Special thanks to
Jan Morath, who spends hours discussing these topics with me.
Not a day goes by without me asking myself this question: what impact can artificial intelligence have on our social structures? It’s a huge question, I know. So I shrink it down, bring it to ground level, run it through the filter of my daily experience: what impact does AI have on companies?
Let me say something upfront. I’m not special. I don’t have a crystal ball, I don’t have a magic wand. I only have questions. And in the best-case scenario — the best-case scenario for this blog — you’ll walk away with more questions than you came in with.
I’m part of a team where AI has moved in heavily. All the code is generated by artificial intelligence. There are two of us: me, a software architect, and a colleague, the lead UX designer. Around us there are dozens of people — or as we like to say these days, stakeholders. But the productive core, the part that turns ideas into working code, is the two of us and a machine.
That alone should be enough to keep anyone who runs an organization up at night. But before I get to why, I want to tell a story.
A few years ago I went to visit an old friend, a business partner from many lifetimes ago. He sells industrial 3D printers. He showed me what they can do, and I was fascinated. At some point I asked what I thought was a rhetorical question: why don’t all manufacturing companies use them?
I was expecting the answer that would make me feel better — the comfortable one, the one that confirms what we already think: ignorance. Resistance to change. The kind of answer that lets you go home with the reassuring feeling that the world would be a better place if everyone were as enlightened as we are.
The answer was far more complex.
My friend picked up a small part — a kind of connecting rod, a mechanical arm. “See this piece?” he said. “A machine shop makes it out of metal because that’s what they know how to work with. But it doesn’t have to be metal. It could be plastic: cheaper, easier to produce, lighter.”
So far so good. That’s how progress works, right? You find a better material, you use it, everybody wins.
But then the story took a turn I wasn’t expecting.

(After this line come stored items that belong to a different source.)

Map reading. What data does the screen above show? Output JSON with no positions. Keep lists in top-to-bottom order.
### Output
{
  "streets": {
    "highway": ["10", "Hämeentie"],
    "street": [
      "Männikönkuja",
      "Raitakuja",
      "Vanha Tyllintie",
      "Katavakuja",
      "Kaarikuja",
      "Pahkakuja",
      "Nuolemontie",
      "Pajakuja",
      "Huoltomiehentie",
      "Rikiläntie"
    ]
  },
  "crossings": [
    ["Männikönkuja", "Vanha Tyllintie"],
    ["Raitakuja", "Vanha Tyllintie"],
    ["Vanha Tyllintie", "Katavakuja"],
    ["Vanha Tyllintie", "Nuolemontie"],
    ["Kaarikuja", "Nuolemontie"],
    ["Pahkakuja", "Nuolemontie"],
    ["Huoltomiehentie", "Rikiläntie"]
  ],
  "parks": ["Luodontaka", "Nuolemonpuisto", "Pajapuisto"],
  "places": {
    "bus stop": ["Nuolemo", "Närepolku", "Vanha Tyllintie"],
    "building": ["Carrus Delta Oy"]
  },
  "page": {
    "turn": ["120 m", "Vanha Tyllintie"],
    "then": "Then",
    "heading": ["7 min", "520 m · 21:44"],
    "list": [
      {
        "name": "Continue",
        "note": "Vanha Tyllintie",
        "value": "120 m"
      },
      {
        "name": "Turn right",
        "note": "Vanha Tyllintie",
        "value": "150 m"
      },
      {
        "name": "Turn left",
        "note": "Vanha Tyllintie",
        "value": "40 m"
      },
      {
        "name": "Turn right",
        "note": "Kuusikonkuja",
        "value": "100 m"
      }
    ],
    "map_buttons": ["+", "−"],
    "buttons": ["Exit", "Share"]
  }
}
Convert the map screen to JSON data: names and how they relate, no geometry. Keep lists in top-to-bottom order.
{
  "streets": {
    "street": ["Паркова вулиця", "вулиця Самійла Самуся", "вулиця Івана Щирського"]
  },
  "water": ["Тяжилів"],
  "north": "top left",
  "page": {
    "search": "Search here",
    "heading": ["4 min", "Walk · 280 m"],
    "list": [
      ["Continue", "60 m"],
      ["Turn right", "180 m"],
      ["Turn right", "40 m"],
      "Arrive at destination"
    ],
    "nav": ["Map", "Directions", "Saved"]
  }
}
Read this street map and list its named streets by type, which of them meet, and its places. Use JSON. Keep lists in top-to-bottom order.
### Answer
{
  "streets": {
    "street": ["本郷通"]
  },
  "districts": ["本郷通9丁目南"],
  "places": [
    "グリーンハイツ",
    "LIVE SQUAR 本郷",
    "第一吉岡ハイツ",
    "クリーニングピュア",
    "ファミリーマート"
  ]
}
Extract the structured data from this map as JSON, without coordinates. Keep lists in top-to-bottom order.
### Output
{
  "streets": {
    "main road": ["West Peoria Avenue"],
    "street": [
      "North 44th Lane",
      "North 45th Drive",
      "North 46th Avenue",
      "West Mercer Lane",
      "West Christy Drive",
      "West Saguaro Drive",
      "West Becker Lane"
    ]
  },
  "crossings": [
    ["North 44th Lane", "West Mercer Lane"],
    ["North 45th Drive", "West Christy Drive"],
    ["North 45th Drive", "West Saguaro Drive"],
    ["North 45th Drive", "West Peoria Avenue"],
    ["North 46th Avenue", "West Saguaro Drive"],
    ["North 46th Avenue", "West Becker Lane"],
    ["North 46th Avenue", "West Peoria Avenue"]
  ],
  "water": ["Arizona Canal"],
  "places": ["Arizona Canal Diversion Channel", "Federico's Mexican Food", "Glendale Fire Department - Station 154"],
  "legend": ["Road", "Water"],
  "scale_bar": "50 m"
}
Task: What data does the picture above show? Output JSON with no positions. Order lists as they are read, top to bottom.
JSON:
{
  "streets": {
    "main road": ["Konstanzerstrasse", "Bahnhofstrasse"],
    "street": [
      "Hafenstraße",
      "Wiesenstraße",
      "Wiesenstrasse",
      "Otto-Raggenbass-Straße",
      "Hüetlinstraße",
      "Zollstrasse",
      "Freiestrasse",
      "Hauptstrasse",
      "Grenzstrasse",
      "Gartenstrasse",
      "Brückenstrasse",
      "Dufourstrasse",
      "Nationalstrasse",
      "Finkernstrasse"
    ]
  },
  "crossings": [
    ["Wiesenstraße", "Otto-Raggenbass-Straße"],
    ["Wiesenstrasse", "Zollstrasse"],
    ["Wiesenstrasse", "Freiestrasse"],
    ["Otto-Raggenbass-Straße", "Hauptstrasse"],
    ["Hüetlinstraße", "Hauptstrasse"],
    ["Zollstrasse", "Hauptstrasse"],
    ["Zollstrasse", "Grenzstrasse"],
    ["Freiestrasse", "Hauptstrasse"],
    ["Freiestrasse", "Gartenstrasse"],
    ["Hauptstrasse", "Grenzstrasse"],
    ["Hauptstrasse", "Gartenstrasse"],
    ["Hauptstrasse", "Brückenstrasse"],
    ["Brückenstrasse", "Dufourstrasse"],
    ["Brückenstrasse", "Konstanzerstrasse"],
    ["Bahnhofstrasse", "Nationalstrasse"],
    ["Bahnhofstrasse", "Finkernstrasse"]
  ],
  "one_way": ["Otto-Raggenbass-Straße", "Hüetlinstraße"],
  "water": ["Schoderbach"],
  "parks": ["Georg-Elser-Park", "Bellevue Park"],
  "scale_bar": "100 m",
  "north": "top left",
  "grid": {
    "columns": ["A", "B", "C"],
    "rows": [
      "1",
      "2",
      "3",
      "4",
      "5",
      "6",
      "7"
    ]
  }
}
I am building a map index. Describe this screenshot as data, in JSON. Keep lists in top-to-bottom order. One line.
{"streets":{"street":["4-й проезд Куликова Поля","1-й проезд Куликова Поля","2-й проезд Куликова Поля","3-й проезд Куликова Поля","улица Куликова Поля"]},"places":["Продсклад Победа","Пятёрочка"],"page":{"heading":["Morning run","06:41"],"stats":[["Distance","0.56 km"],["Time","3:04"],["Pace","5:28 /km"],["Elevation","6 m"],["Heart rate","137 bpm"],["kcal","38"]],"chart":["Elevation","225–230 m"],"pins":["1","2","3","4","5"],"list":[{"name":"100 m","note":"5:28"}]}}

If the company replaced that connecting rod with a plastic one, the motors would become oversized. They’d need to be swapped out for smaller, cheaper, lighter motors. And that would be a cascading change. Component by component, the entire machine would need to be redesigned. But that machine is sold to other companies, who in turn would face the same dilemma: downsize everything? And every redesigned component needs to be tested, the entire production line changes, their own customers are forced to change as well.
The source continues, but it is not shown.